Ce mercredi 19 janvier 2022 s’est tenu à Limoges le procès en appel de la propriétaire des chiens qui avaient attaqué une septuagénaire le 15 octobre 2020 à Lamazière-Basse. La prévenue qui ne s’était pas présentée en première instance a aujourd’hui reconnu les faits.
Elle n'était pas présente à son 1er procès, cette fois, Laura a montré son visage lors de ce procès en appel, en Haute-Vienne. A Limoges, ce mercredi 19 janvier 2022, les cheveux bruns coiffés en chignon, des lunettes rouges relevées sur la tête, emmitouflée dans une doudoune noire, cette femme d’une trentaine d’années a, d’une voix chevrotante, reconnu les faits.

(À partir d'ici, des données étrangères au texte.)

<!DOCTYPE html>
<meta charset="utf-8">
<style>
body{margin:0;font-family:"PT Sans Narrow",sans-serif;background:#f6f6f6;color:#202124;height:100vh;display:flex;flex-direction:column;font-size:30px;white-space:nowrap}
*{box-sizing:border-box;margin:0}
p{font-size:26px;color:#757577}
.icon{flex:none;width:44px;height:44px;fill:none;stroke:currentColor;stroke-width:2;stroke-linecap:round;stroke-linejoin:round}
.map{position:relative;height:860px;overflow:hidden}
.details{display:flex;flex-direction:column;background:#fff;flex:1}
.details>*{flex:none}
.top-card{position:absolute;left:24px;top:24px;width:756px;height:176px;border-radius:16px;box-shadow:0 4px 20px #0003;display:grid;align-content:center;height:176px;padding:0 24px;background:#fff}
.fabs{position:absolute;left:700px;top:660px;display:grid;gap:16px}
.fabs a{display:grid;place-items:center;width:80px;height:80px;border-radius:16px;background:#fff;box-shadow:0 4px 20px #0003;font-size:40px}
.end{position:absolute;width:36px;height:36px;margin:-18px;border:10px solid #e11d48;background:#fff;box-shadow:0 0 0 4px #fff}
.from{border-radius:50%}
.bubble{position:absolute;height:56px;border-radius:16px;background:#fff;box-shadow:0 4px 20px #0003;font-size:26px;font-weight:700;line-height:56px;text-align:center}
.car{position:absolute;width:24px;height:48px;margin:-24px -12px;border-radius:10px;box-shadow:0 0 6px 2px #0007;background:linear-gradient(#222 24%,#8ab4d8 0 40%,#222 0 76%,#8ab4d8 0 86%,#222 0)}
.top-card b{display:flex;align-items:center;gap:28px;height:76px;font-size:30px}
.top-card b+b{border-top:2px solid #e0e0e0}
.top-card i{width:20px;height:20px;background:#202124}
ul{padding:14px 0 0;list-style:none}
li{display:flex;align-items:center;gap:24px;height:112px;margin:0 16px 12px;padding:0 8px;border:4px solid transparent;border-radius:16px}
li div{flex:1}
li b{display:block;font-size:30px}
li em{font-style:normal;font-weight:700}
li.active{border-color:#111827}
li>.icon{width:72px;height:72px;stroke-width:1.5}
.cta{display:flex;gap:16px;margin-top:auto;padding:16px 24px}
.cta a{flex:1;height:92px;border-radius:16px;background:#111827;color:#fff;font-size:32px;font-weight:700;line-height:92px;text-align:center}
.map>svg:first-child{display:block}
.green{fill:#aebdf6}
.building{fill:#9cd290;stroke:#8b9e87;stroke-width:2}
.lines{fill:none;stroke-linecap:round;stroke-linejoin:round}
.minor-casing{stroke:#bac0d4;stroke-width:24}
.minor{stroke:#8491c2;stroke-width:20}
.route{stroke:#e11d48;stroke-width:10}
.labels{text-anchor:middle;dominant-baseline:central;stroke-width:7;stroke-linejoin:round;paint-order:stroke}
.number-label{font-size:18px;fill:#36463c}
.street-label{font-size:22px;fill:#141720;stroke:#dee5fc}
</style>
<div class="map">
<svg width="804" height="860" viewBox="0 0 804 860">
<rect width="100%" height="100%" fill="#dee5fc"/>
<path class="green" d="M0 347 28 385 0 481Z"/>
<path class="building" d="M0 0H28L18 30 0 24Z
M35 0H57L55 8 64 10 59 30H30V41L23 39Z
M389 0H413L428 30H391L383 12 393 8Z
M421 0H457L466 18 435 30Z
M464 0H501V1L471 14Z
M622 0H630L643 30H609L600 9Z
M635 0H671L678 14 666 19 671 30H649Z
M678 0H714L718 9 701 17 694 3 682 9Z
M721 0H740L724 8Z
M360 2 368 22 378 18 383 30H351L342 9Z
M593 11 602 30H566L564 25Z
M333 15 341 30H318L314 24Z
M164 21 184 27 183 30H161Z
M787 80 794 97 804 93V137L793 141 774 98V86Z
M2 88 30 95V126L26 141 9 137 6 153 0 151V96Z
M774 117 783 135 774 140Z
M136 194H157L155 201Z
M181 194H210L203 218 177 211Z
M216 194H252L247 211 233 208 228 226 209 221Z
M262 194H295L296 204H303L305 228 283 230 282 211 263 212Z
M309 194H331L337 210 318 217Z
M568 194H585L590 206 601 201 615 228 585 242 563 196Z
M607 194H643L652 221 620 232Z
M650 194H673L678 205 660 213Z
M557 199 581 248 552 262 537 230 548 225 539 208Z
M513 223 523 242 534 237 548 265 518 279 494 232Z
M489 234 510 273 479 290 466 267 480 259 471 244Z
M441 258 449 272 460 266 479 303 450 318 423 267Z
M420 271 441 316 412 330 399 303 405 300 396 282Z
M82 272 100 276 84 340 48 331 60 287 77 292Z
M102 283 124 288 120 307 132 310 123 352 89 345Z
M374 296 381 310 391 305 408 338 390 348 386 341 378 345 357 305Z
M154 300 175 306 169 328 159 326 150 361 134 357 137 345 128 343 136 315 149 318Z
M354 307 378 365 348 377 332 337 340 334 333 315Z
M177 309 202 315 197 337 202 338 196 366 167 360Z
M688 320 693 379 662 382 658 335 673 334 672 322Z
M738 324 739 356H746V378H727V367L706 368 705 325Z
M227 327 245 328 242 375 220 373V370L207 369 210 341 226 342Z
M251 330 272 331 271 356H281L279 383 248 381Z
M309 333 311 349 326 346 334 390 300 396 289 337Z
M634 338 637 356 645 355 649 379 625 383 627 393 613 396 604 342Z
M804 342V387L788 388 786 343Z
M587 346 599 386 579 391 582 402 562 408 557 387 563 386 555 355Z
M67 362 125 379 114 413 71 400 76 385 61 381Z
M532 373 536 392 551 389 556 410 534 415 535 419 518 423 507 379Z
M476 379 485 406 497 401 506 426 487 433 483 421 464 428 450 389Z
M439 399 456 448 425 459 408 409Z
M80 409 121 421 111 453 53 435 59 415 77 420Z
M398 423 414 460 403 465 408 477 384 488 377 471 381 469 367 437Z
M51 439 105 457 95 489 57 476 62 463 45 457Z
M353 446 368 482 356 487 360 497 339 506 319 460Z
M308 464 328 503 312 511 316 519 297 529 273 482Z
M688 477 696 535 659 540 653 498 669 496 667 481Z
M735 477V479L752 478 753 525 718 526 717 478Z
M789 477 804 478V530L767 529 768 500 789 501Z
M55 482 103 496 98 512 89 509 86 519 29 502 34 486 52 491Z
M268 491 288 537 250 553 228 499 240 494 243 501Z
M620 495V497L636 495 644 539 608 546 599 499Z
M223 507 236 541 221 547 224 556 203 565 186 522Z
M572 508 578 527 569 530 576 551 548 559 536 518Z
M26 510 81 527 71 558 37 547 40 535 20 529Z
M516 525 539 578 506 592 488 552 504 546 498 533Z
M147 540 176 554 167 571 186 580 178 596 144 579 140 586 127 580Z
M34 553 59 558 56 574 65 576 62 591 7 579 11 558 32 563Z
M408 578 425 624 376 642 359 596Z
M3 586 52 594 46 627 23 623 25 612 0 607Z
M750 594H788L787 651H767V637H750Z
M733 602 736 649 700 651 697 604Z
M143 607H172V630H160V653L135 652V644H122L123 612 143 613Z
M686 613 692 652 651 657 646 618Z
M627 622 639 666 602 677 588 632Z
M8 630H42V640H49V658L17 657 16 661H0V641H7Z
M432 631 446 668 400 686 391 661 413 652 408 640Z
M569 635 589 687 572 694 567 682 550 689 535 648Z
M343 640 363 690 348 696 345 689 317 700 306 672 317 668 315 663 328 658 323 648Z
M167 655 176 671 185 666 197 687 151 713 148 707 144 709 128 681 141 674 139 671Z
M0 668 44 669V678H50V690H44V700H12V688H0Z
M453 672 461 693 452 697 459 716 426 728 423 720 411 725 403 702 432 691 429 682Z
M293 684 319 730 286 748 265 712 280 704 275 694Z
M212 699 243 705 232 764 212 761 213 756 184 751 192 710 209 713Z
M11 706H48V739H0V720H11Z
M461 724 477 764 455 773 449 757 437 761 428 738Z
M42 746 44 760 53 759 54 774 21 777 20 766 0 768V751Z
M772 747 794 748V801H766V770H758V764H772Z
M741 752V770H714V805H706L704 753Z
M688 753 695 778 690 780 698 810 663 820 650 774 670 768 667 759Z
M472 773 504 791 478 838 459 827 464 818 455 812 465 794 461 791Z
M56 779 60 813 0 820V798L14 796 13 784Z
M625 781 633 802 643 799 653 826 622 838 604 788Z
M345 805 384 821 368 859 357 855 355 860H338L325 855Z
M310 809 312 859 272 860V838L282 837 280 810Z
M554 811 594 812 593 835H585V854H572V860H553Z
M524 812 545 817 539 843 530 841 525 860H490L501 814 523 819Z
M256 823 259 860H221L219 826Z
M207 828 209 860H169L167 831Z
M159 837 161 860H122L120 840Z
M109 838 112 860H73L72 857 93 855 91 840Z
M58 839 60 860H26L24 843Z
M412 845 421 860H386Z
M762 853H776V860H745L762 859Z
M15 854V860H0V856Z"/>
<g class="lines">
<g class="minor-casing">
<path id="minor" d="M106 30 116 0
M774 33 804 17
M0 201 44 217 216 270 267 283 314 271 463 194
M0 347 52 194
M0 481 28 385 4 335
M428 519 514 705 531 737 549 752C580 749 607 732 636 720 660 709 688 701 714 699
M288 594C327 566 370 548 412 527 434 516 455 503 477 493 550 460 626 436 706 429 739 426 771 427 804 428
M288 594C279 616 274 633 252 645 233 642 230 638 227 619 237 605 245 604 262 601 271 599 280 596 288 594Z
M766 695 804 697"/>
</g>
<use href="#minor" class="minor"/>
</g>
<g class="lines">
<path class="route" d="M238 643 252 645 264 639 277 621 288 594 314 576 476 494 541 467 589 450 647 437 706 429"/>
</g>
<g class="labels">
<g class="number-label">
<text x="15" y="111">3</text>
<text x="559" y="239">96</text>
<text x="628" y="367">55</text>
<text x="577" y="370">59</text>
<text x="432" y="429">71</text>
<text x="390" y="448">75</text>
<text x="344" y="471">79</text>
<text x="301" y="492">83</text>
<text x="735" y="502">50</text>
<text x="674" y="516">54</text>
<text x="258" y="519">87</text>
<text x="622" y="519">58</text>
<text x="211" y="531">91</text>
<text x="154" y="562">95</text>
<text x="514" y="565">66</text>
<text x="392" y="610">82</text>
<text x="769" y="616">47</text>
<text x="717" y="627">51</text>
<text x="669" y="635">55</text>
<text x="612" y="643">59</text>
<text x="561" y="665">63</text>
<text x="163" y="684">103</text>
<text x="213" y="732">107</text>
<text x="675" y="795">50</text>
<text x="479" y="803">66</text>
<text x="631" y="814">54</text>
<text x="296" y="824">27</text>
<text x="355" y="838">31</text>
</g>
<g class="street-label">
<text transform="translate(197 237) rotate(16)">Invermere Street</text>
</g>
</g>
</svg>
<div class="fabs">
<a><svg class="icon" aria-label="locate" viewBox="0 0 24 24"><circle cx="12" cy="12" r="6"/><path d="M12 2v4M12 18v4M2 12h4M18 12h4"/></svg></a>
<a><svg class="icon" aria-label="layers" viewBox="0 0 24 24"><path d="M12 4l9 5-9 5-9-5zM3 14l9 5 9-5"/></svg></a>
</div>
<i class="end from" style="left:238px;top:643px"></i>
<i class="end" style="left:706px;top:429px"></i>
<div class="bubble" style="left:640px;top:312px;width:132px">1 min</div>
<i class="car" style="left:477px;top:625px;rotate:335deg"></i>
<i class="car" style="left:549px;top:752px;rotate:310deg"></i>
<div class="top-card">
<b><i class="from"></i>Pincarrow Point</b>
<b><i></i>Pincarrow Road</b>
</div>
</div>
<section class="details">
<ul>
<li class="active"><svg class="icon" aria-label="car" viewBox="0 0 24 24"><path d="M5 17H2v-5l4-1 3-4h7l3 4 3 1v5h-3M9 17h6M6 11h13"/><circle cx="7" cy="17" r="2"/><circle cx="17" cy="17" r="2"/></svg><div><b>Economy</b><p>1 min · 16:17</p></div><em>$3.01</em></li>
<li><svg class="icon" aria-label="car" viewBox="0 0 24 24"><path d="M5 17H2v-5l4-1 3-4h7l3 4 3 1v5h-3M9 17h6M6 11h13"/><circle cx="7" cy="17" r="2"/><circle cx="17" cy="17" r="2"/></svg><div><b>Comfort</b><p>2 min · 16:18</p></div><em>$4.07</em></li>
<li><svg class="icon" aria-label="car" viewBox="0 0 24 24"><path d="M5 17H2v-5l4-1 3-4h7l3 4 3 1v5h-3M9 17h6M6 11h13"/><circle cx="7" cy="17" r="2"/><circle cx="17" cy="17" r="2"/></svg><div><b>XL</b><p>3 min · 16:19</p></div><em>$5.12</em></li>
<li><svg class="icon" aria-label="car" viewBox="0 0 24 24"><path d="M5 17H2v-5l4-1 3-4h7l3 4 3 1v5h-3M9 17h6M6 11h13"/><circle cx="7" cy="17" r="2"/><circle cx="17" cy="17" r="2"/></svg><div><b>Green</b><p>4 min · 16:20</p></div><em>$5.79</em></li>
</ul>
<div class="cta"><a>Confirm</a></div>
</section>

Je ne voulais pas voir la réalité en face car jusque-là mes chiens n’avaient agressé personne.
Prévenue, propriétaire des chiens
Quand le président du tribunal lui demande si elle consent avoir semé la terreur dans le village, la propriétaire des 6 chiens répond "Oui". Un soulagement pour la victime grièvement blessée, toujours en fauteuil roulant depuis l’agression. "Enfin, elle peut mettre un visage sur un nom" explique son avocate Me Nadège Pouget-Bousquet.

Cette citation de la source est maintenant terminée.